La liberté de disposition attachée à la quote-part indivise permet à chaque indivisaire d’exercer pleinement ses droits sur celle-ci.
Ainsi, il lui est loisible non seulement de céder ses droits indivis, qu’il s’agisse d’une cession totale ou partielle, mais également de les affecter en garantie par la constitution de sûretés.
A) La cession de droits indivis
Chaque indivisaire, en sa qualité de propriétaire exclusif de sa quote-part indivise, dispose du droit fondamental d’en disposer librement.
Cette prérogative, ancrée dans le principe de la propriété individuelle au sein de l’indivision, ouvre la possibilité d’effectuer des cessions portant sur tout ou partie de ces droits.
Ces opérations, qu’elles interviennent à titre onéreux ou gratuit, traduisent l’exercice d’une liberté essentielle, permettant à l’indivisaire de se retirer de l’indivision ou de redistribuer ses droits.
Toutefois, si cette liberté constitue un corollaire naturel de la propriété, elle s’inscrit dans un cadre juridique particulier visant à préserver les équilibres de l’indivision et les intérêts des coïndivisaires.
La cession de droits indivis peut ainsi entraîner des modifications dans la composition de l’indivision, tout en préservant les droits des autres indivisaires, notamment grâce à des mécanismes tels que le droit de préemption.
1. Principe
a. Énoncé du principe
Il est admis de longue date que, à l’instar de n’importe quel propriétaire, les titulaires de droits indivis ont la faculté de céder librement leurs droits indivis.
Dans un arrêt du 4 octobre 2005, la Cour de cassation a jugé en ce sens que « chacun d’eux peut librement disposer de sa quote-part de droits sur un bien indivis » (Cass. 1ère civ., 4 oct. 2005, n°03-12.697).

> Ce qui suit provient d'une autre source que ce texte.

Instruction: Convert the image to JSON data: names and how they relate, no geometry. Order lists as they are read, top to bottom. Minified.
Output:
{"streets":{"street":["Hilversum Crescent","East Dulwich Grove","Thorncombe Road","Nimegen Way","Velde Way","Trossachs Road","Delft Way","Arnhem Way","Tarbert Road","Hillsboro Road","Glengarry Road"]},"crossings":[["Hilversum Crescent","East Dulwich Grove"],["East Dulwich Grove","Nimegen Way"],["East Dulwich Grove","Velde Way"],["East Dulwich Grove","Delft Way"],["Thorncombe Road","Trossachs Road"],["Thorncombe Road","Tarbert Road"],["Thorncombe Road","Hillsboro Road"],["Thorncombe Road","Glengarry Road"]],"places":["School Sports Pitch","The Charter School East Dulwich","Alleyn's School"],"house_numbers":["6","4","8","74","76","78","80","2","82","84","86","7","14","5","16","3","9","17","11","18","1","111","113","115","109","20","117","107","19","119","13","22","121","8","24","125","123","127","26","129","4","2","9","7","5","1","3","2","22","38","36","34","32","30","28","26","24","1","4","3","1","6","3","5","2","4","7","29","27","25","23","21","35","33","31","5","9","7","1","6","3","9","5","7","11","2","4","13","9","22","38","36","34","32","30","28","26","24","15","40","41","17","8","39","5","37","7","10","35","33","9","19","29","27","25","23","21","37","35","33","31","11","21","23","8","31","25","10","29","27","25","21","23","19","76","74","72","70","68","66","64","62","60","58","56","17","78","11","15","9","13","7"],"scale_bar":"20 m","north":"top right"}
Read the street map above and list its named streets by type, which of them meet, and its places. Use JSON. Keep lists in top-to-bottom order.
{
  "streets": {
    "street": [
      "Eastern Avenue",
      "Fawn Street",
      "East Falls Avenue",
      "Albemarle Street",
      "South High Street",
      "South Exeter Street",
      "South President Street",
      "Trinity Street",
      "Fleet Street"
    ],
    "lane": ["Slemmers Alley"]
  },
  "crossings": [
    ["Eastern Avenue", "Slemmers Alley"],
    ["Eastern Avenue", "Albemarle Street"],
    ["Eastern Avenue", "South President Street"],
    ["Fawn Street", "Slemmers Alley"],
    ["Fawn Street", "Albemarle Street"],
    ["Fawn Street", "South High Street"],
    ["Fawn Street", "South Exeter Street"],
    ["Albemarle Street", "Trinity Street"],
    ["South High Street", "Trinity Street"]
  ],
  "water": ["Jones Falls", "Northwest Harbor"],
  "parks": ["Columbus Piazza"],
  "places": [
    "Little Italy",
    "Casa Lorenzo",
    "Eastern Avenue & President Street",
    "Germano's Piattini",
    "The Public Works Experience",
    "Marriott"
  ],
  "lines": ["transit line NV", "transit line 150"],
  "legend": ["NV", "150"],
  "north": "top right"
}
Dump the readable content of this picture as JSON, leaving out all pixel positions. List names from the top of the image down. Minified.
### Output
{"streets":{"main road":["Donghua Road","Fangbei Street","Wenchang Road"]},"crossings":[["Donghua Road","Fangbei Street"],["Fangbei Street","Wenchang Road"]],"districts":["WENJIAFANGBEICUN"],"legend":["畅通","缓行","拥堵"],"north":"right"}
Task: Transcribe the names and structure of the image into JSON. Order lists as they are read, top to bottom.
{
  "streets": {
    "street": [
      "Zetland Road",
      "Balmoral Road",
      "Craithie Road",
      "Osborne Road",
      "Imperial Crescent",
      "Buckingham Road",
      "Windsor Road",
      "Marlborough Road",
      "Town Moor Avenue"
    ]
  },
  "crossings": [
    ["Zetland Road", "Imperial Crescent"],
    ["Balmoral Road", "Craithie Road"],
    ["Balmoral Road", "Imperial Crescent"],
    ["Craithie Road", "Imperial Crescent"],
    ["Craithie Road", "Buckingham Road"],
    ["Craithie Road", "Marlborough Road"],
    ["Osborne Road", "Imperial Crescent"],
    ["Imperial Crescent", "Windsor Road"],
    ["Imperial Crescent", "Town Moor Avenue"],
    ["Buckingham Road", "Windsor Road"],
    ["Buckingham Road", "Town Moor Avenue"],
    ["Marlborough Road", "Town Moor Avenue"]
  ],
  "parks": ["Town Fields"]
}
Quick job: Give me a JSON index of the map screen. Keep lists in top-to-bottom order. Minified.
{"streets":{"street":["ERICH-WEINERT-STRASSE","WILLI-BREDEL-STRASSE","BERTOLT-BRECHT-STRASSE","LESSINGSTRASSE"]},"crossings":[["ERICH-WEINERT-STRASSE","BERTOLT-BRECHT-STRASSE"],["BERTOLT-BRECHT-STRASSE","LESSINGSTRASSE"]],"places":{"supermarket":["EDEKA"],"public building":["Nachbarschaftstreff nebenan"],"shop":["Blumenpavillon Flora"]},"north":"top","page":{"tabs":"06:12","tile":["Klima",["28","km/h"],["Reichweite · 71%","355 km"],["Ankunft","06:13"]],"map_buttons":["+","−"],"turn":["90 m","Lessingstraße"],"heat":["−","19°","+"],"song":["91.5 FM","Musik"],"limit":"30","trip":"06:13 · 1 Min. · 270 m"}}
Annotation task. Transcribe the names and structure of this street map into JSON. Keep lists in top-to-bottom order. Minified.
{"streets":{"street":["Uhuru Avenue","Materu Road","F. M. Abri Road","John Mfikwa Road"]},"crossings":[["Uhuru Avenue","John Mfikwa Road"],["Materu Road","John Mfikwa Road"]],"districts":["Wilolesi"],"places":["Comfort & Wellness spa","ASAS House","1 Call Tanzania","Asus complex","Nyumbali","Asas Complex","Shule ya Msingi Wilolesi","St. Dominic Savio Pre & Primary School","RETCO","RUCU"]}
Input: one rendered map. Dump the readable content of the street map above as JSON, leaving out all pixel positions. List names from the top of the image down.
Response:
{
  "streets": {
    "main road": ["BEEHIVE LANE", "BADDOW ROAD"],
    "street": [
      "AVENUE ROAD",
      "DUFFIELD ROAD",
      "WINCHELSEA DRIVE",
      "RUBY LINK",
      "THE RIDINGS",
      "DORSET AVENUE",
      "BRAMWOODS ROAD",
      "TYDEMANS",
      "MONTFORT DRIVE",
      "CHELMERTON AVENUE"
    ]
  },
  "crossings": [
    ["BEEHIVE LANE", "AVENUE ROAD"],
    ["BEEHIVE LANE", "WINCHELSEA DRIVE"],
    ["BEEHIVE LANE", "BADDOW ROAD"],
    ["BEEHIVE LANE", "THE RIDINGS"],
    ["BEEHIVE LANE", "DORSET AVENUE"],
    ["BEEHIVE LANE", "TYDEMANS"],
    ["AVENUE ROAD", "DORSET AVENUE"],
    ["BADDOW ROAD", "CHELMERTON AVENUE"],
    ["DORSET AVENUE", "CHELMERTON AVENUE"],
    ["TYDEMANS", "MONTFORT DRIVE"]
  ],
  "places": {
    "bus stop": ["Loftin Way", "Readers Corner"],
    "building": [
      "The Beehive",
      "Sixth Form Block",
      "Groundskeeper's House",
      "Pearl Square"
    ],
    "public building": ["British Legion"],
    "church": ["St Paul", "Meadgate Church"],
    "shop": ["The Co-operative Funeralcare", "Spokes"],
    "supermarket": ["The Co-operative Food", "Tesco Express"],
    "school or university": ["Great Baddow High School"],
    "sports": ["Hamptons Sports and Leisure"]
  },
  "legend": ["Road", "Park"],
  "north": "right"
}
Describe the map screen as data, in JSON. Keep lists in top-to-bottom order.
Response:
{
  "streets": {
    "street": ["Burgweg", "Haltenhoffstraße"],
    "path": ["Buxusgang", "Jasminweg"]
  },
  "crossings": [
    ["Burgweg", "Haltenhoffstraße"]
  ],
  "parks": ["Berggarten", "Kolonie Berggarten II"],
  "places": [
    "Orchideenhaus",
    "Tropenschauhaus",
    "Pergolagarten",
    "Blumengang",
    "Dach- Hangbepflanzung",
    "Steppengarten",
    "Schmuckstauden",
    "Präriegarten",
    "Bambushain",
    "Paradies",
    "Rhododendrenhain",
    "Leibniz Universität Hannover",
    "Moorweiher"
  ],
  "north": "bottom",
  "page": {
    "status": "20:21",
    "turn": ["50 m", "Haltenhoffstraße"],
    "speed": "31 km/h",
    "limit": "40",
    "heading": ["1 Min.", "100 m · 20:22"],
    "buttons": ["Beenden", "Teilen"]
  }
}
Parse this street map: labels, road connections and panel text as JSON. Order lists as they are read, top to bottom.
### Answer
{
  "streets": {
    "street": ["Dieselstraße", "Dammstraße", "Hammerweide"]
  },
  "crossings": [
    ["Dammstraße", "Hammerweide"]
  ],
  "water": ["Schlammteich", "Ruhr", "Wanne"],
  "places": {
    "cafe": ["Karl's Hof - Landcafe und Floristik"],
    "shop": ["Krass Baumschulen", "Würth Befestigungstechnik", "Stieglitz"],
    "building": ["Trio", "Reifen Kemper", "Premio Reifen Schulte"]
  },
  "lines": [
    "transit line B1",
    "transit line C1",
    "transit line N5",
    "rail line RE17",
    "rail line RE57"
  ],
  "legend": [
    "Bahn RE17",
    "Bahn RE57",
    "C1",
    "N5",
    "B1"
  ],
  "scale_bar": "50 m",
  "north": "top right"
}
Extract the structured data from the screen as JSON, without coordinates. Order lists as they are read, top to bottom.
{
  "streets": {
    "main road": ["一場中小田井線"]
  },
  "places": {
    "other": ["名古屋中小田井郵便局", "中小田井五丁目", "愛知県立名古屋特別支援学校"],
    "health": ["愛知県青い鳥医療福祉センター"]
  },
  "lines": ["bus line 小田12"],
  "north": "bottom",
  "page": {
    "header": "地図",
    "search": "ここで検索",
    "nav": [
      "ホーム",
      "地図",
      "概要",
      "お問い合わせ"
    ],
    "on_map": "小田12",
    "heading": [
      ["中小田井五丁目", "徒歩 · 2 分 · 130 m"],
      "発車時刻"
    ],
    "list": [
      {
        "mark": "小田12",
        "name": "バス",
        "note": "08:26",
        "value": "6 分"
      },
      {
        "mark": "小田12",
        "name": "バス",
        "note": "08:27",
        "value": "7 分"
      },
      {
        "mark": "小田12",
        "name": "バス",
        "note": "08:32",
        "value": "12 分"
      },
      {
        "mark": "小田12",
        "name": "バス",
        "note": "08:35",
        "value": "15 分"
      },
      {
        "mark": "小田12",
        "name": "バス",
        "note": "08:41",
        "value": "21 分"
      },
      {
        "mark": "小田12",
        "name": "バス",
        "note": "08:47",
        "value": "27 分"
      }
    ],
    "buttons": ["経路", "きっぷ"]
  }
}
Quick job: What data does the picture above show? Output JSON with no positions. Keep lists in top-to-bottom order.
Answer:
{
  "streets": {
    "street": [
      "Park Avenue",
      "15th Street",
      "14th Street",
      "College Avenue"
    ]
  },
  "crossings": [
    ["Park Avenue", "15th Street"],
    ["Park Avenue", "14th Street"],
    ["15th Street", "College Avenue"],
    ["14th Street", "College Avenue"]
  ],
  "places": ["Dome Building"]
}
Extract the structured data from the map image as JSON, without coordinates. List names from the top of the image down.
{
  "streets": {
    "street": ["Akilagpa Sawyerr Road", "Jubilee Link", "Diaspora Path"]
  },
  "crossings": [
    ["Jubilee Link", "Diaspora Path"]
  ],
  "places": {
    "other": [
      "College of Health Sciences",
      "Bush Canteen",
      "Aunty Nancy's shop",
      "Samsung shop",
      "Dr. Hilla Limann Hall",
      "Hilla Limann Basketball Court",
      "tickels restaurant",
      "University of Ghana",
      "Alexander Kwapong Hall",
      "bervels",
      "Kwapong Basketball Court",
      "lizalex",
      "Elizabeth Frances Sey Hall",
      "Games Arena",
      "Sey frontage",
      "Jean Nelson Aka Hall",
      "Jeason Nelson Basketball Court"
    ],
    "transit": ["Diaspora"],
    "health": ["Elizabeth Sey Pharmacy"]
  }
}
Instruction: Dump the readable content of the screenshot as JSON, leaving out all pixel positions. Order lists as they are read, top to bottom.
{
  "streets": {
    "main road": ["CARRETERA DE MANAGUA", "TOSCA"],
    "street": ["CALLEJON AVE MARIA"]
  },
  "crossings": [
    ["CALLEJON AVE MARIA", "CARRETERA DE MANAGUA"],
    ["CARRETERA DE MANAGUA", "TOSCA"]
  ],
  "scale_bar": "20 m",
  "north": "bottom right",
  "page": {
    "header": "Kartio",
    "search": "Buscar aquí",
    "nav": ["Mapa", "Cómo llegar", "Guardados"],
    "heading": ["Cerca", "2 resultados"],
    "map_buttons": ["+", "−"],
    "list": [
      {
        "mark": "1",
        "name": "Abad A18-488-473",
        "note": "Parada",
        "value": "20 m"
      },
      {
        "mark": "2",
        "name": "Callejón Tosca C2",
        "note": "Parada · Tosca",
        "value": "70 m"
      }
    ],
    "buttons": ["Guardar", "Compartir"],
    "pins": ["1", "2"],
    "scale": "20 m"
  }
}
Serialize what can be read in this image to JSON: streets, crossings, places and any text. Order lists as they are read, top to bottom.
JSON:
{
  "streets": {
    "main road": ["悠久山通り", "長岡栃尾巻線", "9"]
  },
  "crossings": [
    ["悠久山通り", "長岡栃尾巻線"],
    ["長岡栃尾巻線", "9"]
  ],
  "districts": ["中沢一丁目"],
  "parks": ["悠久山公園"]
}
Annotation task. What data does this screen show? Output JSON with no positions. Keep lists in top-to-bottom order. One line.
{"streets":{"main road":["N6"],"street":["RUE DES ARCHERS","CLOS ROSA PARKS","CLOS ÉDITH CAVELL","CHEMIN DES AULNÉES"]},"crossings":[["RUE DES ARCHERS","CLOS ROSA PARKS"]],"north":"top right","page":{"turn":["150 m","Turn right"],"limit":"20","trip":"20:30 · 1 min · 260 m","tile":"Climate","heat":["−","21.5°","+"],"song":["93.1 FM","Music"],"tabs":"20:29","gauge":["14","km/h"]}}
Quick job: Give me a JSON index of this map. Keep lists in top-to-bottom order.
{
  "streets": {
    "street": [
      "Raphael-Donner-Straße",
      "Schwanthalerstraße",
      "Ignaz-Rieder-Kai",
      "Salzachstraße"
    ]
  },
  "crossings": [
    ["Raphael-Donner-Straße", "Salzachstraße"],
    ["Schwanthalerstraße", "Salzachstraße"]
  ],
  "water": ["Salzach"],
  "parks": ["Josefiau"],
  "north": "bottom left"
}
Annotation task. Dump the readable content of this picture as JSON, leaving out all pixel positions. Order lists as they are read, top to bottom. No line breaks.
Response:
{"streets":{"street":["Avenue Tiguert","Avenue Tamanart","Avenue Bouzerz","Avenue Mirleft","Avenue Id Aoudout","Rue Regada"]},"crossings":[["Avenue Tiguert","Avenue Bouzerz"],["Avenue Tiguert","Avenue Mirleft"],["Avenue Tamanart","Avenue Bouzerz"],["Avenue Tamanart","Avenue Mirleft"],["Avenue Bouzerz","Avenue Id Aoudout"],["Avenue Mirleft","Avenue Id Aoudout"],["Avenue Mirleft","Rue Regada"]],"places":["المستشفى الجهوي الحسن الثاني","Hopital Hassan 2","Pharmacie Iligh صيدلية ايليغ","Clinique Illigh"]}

Cette liberté de disposition s’exerce de manière absolue sur la quote-part indivise, qu’elle soit cédée à titre onéreux, par le biais d’une vente ou d’un échange, ou à titre gratuit, au moyen d’une donation ou d’un legs.
Le principe de libre disposition des droits indivis rappelle que l’indivisaire appartient à la catégorie des propriétaires et qu’à ce titre, il bénéficie des prérogatives attachées au droit de propriété. Cette qualité lui confère une autonomie et une indépendance qui s’inscrivent dans le prolongement des droits exclusifs qu’il détient sur sa quote-part indivise.
Même dans le cadre d’une indivision, qui repose par nature sur une gestion collective, chaque indivisaire conserve une maîtrise pleine et entière sur sa part abstraite, lui permettant de disposer librement de celle-ci, que ce soit par une cession, une donation ou encore un legs.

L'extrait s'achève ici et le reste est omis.